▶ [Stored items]

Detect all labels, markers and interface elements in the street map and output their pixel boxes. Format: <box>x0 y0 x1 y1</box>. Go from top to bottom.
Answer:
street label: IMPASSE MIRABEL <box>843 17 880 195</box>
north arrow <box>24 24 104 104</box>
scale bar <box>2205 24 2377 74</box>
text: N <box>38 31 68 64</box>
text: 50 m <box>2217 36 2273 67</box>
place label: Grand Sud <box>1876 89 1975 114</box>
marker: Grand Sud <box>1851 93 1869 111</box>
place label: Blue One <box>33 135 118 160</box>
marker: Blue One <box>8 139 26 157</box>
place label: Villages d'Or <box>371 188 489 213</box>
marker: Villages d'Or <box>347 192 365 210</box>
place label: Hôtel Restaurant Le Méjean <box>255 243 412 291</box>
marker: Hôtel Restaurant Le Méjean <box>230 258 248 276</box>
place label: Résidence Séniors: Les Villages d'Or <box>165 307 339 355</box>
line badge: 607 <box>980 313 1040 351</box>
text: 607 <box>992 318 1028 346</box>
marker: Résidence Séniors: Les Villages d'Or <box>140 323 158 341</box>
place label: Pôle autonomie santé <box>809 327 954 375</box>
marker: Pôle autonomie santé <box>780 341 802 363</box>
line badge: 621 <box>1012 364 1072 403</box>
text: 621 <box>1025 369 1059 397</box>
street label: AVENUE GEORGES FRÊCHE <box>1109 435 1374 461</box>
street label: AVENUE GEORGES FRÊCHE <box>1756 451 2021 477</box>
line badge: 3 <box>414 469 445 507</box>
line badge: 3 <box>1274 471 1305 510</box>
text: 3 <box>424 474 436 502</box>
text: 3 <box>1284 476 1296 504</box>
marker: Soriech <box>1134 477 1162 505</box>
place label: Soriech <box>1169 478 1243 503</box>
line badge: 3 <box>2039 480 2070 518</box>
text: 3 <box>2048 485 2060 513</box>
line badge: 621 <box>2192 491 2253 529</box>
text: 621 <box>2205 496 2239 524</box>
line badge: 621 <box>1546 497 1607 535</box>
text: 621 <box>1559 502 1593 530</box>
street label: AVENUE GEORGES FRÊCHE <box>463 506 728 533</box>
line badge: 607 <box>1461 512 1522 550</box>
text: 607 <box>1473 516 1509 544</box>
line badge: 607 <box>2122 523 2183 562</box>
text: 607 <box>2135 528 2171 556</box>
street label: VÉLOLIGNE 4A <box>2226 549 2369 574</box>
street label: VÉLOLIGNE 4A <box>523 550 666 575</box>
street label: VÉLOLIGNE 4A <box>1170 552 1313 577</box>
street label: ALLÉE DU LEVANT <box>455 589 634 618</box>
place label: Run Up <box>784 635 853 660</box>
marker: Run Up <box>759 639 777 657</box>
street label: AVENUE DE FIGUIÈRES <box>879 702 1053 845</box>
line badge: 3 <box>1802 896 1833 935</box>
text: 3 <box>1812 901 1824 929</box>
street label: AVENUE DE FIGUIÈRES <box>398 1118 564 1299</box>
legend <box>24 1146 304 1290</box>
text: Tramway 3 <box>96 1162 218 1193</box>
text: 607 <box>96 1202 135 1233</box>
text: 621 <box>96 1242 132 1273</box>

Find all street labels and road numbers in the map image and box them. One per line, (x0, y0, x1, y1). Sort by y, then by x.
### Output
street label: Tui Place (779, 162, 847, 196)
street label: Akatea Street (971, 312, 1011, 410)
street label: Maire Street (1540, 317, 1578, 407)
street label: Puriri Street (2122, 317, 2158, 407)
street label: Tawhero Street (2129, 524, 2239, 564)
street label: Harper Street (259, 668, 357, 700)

▶ [Activity] Could you copy exactly the lines from the one containing "Find all street" through the end of the records above, and nothing more?

▶ [Task solution]
Find all street labels and road numbers in the map image and box them. One per line, (x0, y0, x1, y1). Sort by y, then by x.
### Output
street label: Tui Place (779, 162, 847, 196)
street label: Akatea Street (971, 312, 1011, 410)
street label: Maire Street (1540, 317, 1578, 407)
street label: Puriri Street (2122, 317, 2158, 407)
street label: Tawhero Street (2129, 524, 2239, 564)
street label: Harper Street (259, 668, 357, 700)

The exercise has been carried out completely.